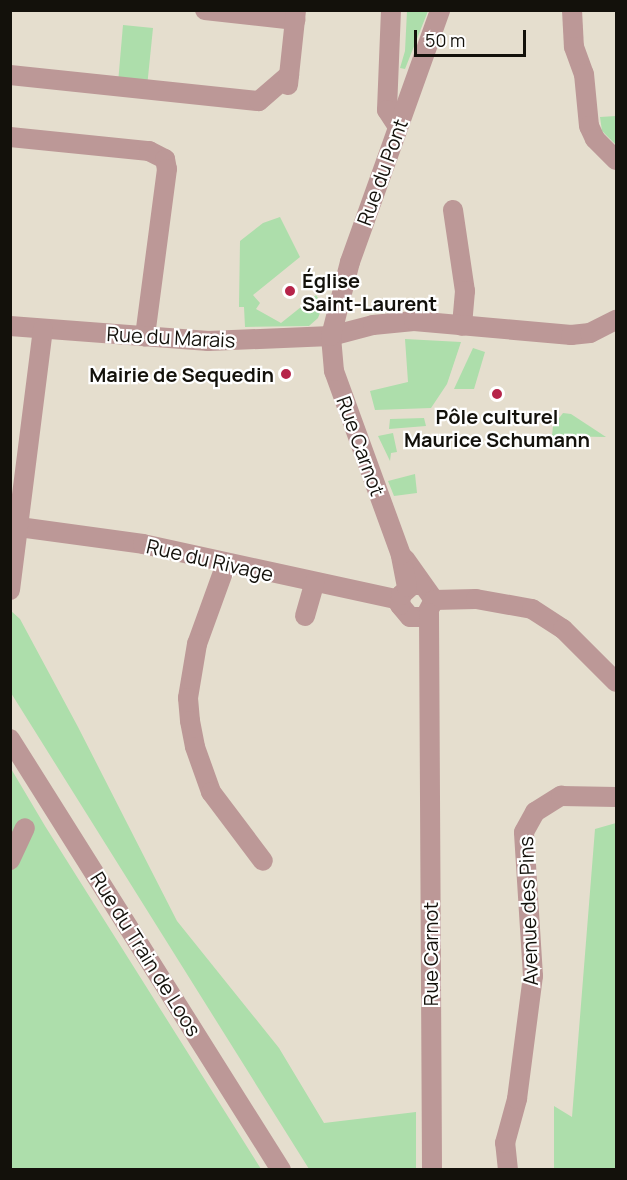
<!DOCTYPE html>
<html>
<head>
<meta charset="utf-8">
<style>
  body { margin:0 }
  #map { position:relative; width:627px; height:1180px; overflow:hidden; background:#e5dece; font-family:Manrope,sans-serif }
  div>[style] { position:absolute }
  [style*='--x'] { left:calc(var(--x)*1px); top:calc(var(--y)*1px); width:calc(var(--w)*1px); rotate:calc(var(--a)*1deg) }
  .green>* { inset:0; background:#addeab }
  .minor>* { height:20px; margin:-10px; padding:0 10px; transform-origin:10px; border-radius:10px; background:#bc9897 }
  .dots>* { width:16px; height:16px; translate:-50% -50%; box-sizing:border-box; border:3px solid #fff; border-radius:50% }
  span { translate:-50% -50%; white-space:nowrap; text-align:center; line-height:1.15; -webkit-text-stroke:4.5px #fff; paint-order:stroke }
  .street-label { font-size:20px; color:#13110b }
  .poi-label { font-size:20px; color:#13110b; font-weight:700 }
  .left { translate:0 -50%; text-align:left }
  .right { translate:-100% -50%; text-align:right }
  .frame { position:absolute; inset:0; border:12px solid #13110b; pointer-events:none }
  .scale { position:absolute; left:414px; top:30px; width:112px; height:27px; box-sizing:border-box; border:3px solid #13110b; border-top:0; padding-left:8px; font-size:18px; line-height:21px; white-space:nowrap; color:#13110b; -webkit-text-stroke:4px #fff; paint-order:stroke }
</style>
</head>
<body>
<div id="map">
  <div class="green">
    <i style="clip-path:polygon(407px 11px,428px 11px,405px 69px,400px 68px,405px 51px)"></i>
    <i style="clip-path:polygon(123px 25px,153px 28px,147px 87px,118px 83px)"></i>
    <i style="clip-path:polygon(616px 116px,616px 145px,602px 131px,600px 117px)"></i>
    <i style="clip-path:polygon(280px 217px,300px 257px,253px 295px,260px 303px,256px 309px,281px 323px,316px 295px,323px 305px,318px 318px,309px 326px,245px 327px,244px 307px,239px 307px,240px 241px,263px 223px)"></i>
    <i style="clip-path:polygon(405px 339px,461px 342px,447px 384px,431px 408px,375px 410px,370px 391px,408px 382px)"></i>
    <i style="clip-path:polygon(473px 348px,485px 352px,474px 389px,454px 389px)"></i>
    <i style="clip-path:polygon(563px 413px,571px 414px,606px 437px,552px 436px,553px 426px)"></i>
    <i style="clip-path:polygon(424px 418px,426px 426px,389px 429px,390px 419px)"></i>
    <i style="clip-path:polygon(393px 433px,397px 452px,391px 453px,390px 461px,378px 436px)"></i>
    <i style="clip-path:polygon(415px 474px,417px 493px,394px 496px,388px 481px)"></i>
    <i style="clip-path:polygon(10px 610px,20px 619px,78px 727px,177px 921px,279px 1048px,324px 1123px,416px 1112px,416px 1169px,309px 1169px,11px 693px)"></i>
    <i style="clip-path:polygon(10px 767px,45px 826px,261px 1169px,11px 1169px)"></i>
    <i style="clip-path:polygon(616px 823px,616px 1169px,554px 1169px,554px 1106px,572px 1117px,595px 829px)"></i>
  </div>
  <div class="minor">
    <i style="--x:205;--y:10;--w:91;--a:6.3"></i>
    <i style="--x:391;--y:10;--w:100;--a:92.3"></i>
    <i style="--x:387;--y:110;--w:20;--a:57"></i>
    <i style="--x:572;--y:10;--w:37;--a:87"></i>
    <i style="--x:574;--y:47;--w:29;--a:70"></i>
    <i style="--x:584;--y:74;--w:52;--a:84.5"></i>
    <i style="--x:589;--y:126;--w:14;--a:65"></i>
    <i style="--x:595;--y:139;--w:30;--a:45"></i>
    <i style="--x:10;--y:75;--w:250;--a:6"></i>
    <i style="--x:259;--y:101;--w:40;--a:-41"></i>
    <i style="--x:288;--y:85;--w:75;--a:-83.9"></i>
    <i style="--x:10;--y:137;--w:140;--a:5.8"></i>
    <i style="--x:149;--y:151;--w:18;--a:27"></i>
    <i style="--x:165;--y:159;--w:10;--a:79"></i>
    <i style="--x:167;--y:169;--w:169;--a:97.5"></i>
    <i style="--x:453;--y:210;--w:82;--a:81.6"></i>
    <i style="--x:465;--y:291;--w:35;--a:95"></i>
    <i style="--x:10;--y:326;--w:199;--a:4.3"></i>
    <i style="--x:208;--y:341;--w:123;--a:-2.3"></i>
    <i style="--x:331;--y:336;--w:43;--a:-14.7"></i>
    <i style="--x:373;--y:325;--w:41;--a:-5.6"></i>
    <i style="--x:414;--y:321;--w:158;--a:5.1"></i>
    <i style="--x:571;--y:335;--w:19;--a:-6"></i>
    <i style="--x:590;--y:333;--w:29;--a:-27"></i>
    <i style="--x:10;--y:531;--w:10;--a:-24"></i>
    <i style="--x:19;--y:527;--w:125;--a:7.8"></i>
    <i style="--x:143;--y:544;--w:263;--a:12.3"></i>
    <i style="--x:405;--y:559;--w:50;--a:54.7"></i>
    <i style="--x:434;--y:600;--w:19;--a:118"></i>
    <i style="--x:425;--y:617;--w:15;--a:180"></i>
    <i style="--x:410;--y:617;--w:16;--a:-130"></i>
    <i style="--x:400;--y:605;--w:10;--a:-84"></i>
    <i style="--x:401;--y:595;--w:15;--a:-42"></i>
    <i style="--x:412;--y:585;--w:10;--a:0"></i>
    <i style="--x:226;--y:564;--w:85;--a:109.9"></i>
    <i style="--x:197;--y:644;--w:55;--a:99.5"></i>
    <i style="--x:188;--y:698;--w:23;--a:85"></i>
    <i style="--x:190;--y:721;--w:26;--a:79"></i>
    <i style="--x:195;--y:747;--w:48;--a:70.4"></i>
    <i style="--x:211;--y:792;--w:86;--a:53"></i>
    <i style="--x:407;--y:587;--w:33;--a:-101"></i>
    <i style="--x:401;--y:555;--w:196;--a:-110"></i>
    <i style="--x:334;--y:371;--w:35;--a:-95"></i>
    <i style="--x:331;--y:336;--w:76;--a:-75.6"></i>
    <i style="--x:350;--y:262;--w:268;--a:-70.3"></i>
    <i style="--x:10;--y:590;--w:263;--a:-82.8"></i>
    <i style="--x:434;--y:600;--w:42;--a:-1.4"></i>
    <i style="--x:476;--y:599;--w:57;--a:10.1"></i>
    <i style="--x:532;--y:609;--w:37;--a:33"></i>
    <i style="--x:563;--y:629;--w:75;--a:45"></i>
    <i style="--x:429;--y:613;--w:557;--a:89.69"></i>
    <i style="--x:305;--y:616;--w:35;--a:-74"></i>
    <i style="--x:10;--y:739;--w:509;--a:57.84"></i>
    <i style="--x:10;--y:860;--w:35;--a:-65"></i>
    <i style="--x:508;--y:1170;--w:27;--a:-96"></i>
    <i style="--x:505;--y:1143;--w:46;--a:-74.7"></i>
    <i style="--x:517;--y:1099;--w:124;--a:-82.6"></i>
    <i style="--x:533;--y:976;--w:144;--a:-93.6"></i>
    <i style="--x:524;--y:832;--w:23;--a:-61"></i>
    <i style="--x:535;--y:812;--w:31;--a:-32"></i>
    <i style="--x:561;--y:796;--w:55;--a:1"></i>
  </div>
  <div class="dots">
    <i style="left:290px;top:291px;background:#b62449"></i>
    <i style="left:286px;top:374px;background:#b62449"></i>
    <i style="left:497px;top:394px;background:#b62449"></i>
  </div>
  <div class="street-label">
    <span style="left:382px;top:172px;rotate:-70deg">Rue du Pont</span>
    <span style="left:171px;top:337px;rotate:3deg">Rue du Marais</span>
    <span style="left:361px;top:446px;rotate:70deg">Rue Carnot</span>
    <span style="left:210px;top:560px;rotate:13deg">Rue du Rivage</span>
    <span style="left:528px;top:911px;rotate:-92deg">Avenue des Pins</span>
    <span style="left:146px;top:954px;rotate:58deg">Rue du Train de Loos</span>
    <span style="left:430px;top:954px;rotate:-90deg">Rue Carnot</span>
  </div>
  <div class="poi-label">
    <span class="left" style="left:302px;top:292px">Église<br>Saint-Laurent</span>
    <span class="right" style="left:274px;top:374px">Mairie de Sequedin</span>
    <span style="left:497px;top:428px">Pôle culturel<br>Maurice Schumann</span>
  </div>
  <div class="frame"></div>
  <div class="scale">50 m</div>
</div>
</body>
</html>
---
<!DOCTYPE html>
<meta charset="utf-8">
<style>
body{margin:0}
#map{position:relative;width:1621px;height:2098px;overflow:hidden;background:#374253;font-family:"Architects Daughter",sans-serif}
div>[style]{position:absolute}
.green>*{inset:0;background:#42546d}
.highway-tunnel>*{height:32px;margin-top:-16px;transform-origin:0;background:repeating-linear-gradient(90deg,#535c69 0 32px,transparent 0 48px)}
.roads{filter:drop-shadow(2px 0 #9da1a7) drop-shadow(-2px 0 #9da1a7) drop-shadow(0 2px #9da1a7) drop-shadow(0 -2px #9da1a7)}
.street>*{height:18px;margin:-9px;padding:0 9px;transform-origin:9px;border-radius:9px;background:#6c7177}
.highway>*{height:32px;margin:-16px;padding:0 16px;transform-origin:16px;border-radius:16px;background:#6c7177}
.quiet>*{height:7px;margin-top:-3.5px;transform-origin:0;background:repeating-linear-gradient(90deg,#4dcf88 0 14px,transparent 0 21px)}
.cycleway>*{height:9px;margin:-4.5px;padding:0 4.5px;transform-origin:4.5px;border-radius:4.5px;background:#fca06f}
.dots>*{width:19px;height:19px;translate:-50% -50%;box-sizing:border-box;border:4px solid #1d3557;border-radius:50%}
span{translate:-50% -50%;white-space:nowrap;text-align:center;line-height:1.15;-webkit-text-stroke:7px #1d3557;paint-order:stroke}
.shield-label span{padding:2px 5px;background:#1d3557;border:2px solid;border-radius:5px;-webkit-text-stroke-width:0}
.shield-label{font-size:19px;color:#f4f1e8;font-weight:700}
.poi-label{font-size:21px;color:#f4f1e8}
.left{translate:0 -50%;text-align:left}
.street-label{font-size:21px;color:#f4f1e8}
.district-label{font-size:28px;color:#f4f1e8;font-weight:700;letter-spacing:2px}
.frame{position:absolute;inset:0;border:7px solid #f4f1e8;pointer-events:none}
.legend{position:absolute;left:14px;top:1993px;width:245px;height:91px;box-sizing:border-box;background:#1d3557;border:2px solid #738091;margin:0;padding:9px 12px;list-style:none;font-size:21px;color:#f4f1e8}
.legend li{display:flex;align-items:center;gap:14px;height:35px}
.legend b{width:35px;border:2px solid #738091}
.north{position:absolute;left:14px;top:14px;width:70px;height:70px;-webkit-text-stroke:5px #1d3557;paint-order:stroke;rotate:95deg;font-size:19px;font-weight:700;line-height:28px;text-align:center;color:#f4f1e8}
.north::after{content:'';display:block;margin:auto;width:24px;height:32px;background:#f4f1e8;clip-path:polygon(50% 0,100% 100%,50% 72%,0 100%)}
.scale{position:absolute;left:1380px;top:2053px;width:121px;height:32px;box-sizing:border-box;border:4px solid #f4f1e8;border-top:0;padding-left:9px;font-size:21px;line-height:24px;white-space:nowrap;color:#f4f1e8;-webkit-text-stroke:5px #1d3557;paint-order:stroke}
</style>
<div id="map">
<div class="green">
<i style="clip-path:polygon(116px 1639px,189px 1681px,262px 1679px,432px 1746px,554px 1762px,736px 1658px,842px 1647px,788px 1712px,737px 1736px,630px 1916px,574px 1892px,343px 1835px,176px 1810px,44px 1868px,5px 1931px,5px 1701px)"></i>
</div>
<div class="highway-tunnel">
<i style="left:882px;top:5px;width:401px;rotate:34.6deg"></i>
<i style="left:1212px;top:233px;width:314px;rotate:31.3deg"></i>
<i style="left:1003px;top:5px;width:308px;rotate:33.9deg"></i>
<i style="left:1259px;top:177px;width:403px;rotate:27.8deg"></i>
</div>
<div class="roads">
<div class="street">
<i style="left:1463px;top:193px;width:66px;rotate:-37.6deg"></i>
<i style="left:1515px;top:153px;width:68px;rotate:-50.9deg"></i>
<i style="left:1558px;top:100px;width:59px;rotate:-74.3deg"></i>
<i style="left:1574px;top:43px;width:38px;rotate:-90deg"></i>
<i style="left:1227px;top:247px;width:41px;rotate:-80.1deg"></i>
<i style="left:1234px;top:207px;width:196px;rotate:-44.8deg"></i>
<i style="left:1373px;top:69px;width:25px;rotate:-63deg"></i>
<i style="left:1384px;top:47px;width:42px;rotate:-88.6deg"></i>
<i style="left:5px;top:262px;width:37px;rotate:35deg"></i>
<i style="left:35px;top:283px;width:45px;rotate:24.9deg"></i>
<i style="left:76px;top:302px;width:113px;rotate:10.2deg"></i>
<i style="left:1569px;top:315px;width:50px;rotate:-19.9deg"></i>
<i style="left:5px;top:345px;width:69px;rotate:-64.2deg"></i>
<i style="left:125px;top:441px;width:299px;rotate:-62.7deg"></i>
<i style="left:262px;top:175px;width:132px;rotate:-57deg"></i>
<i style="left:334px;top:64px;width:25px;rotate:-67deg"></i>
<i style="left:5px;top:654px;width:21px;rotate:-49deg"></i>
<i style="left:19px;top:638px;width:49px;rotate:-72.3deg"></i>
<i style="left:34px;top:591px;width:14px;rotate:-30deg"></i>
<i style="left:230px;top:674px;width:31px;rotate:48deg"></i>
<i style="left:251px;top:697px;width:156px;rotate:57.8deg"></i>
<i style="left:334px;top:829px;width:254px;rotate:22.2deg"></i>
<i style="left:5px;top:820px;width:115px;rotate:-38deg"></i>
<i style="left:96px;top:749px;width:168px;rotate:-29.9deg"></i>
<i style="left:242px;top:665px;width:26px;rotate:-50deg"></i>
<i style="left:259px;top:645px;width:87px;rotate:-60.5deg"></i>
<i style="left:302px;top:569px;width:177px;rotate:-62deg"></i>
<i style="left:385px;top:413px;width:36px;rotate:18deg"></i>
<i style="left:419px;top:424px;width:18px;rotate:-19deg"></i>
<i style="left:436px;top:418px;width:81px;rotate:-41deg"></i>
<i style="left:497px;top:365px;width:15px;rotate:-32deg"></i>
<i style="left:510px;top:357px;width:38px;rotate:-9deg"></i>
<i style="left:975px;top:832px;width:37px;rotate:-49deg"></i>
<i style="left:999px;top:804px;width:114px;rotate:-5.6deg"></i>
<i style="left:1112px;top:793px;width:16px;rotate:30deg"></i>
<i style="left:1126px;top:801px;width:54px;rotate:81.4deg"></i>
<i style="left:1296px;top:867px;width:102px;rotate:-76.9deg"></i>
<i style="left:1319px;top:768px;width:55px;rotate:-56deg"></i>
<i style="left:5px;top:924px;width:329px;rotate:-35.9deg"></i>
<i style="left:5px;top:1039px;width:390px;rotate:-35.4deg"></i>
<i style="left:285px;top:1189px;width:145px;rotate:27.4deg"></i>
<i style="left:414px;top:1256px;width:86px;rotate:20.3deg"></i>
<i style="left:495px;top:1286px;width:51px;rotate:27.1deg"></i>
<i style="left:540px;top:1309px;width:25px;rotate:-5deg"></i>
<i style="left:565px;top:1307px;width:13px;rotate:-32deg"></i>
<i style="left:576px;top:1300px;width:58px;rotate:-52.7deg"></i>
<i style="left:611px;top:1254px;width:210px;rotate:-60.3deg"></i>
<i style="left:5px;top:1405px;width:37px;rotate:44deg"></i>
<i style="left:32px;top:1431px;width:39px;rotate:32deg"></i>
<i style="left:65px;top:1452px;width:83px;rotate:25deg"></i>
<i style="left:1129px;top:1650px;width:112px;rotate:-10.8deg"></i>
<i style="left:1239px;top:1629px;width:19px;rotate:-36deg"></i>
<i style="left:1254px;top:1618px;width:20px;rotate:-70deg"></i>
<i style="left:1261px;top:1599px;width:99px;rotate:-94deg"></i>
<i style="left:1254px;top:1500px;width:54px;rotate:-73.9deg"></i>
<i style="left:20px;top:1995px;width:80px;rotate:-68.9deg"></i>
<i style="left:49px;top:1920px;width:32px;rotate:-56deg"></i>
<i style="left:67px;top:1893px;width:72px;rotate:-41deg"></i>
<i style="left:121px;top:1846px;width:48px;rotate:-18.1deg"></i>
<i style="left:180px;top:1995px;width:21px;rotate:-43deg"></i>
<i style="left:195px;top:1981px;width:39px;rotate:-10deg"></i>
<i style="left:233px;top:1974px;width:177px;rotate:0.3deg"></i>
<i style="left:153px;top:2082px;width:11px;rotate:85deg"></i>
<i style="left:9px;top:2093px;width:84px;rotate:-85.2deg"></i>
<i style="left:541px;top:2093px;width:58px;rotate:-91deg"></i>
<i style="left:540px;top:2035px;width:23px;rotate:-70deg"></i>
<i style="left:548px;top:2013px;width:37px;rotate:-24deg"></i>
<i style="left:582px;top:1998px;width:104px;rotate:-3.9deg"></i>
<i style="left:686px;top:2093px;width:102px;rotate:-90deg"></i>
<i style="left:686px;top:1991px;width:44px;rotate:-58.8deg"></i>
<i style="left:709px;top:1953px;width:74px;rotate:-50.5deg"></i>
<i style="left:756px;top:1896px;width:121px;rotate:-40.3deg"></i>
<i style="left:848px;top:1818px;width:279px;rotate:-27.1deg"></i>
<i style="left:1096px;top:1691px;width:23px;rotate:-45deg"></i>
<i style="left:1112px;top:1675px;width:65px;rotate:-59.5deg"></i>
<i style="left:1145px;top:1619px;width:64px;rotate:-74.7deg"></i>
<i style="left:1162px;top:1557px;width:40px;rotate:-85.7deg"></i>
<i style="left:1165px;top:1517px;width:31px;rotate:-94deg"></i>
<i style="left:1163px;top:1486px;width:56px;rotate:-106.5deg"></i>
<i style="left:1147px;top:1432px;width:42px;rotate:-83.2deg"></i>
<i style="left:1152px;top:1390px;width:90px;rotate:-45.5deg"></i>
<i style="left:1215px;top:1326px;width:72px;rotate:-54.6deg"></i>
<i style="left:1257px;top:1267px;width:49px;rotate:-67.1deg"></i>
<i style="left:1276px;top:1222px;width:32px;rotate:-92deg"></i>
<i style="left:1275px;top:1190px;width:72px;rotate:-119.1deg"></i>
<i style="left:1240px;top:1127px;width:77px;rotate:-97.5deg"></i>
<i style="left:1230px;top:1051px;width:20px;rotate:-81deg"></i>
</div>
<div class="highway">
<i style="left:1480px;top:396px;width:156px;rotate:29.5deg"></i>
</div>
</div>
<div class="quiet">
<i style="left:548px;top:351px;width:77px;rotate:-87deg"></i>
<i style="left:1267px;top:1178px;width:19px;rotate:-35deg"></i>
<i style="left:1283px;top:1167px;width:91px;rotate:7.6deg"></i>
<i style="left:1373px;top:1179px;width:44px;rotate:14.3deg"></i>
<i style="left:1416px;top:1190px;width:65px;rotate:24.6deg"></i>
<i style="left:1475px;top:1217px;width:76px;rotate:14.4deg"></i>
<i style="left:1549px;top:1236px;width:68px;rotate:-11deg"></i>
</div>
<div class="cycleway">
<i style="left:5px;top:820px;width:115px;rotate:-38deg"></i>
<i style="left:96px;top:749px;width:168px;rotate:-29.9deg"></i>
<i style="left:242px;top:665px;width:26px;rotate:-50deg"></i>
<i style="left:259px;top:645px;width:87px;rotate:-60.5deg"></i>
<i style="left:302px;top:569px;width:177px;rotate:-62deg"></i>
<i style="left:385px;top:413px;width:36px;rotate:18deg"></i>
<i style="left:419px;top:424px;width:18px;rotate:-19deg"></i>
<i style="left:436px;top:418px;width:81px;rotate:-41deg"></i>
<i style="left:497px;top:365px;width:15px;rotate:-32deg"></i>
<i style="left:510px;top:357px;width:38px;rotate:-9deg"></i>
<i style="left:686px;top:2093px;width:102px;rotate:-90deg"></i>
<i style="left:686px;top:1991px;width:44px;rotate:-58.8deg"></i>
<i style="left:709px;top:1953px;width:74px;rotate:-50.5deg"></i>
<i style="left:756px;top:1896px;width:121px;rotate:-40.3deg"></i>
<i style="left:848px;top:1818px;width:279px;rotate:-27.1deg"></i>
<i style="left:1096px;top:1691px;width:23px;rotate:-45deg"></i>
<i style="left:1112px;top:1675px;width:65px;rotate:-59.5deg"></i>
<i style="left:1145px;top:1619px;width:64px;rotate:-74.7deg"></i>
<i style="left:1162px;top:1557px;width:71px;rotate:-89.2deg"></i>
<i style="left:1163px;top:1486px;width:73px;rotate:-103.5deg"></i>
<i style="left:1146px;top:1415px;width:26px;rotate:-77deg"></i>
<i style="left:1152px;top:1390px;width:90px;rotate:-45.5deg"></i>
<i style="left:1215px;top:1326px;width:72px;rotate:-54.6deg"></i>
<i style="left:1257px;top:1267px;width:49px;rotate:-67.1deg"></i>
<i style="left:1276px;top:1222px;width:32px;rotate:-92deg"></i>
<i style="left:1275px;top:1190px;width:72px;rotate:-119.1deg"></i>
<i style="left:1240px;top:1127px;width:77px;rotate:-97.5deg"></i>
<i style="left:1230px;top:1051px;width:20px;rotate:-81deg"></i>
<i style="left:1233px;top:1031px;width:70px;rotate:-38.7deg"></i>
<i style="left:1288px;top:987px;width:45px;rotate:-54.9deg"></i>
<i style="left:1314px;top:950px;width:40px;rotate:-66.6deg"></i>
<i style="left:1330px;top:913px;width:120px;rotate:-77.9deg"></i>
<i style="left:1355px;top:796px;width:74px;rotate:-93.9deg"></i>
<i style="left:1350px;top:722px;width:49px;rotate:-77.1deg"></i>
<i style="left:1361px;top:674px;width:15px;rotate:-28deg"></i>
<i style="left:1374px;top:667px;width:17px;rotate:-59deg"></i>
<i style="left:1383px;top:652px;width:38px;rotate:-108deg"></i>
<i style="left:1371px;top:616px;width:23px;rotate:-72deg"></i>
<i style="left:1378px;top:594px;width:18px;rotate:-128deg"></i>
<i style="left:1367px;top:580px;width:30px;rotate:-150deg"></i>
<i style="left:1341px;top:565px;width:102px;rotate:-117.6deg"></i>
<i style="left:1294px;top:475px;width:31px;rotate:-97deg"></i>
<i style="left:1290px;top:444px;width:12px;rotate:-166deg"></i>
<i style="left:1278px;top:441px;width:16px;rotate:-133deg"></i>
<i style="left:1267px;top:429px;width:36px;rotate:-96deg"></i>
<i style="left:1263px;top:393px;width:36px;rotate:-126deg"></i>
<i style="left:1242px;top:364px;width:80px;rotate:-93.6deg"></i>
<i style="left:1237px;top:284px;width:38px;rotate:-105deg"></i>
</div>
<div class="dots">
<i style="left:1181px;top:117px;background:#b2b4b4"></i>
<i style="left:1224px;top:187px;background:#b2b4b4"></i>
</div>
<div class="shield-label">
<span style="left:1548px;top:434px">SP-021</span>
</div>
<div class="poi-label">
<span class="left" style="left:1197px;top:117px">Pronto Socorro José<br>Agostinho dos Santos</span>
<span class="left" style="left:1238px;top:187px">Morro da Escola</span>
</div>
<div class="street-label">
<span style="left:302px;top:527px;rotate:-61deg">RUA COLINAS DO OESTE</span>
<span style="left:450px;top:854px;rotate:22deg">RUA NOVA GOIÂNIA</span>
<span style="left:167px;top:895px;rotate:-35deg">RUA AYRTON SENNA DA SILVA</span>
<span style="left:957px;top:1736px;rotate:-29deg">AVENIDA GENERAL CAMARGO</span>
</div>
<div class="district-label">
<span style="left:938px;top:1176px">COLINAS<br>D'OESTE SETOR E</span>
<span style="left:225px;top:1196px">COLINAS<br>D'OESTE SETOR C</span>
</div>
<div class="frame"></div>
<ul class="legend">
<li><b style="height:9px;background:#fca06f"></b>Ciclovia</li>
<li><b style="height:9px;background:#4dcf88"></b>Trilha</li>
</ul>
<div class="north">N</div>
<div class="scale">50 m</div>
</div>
---
_Exercise instructions_
All lines above containing the string "hidden" are to be collected.

_Answer to this exercise_
  #map { position:relative; width:627px; height:1180px; overflow:hidden; background:#e5dece; font-family:Manrope,sans-serif }
#map{position:relative;width:1621px;height:2098px;overflow:hidden;background:#374253;font-family:"Architects Daughter",sans-serif}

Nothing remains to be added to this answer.